El lunes las plantillas de Fene y Ferrol celebrarán por la mañana sendas asambleas. «Informaremos sobre los avances que pueda haber durante el fin de semana, si no los hay, tomaremos decisiones», apuntaba ayer el portavoz del comité de Ferrol, Ignacio Naveiras. Ese camino podría ir por un endurecimiento de la contestación en la calle.
«Más allá de la guerra de cifras, si esto es una burla será un punto de inflexión», dice Naveiras quien no entiende por qué si existe realmente un contrato firmado y todo está tan bien atado como dice el Gobierno gallego, nadie se lo enseña a los trabajadores o a sus representantes.
Tanto el presidente de la Xunta como responsables de la petrolera mexicana reiteraban el viernes que los acuerdos son firmes y que los dos barcos se harán tal y como se anunció en su día, aunque la compañía convoque un concurso para ellos, anuncio este último que sembró muchas dudas en Ferrol.
Muchas preguntas
La primera pregunta es saber, si lo hay, cómo es el acuerdo en un trato en el que participaron responsables políticos, dice Naveiras, pero no los máximos responsables de la empresa ni personas que la conozcan.
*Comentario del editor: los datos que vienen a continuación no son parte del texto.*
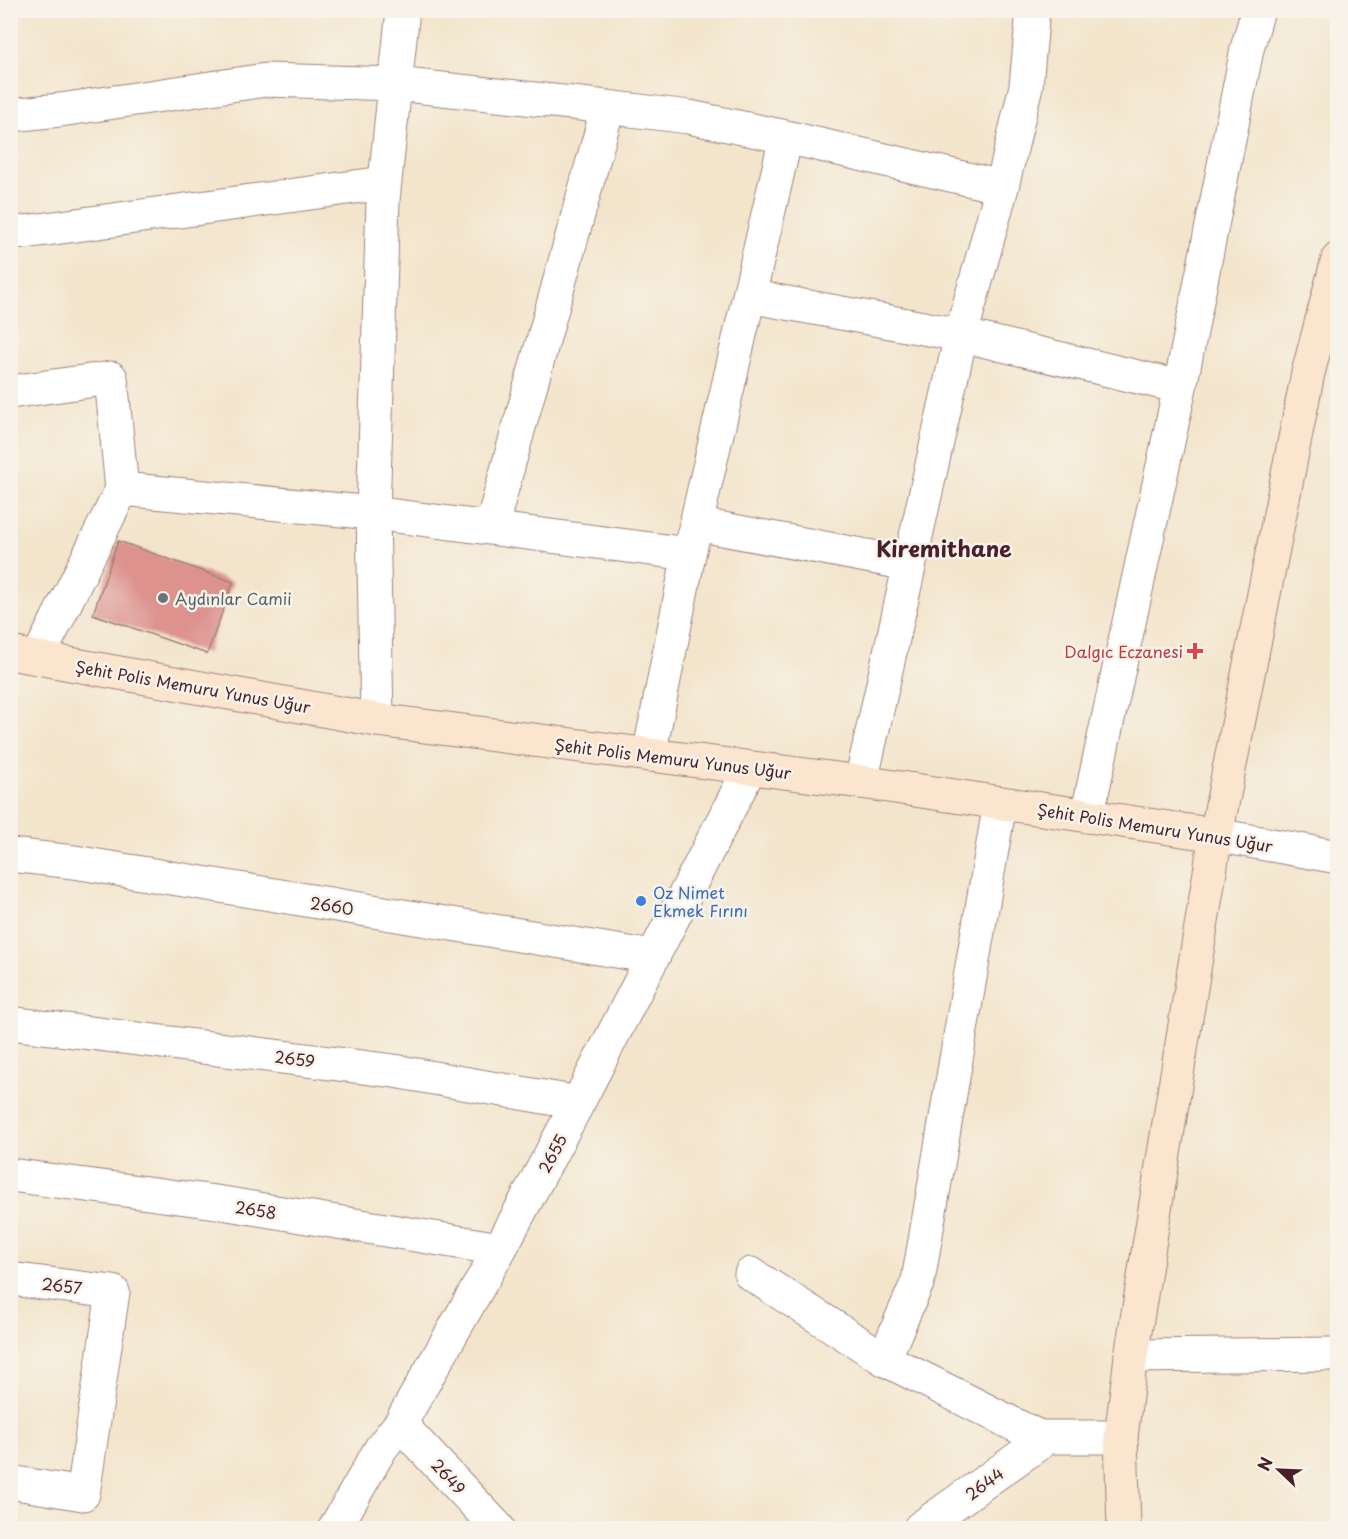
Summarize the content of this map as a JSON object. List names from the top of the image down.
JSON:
{
  "streets": {
    "main road": ["Şehit Polis Memuru Yunus Uğur"],
    "street": [
      "2660",
      "2659",
      "2655",
      "2658",
      "2657",
      "2649",
      "2644"
    ]
  },
  "crossings": [
    ["Şehit Polis Memuru Yunus Uğur", "2655"],
    ["2660", "2655"],
    ["2659", "2655"],
    ["2655", "2658"],
    ["2655", "2649"]
  ],
  "districts": ["Kiremithane"],
  "places": {
    "other": ["Aydınlar Camii", "Oz Nimet Ekmek Fırını"],
    "health": ["Dalgıc Eczanesi"]
  },
  "north": "top left"
}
Otra pasa por saber si los dos floteles de Pemex costarán la mismo, ya que los costes serían diferentes. Tiene muchas más, como saber la fecha en la que se empezaría a trabajar, ya que en función del momento en que se hiciera podría generar cierto empleo -mucho menos del anunciado- en la industria auxiliar, o no crear apenas ninguno si la plantilla propia no tiene entonces otra carga de trabajo.
En la misma línea se pronuncia Jorge Prieto, presidente del comité de Fene. «Lo que buscamos son garantías», dice después de recordar que llevan «casi 30 años escuchando promesas mientras la situación es la que es».
Insiste también en poder ver el contrato y repite que si es necesario los responsables sindicales saben guardar silencio si no puede trascender su contenido.
«No creo que la filial de Pemex contrate floteles para llevarlos a Cibeles», dice en alusión a las dudas sembradas por el director general de la petrolera y los posteriores desmentidos del Gobierno gallego.
«Nos llevan prometiendo 40.000 soluciones y no vale cualquier promesa. Los trabajadores se merecen todos los respetos», dice Prieto.
Las dudas sobre el dique flotante primero y los floteles después están crispando a un sector que puede radicalizar sus protestas más allá del encierro en el Ayuntamiento que por ahora no tiene visos de terminarse.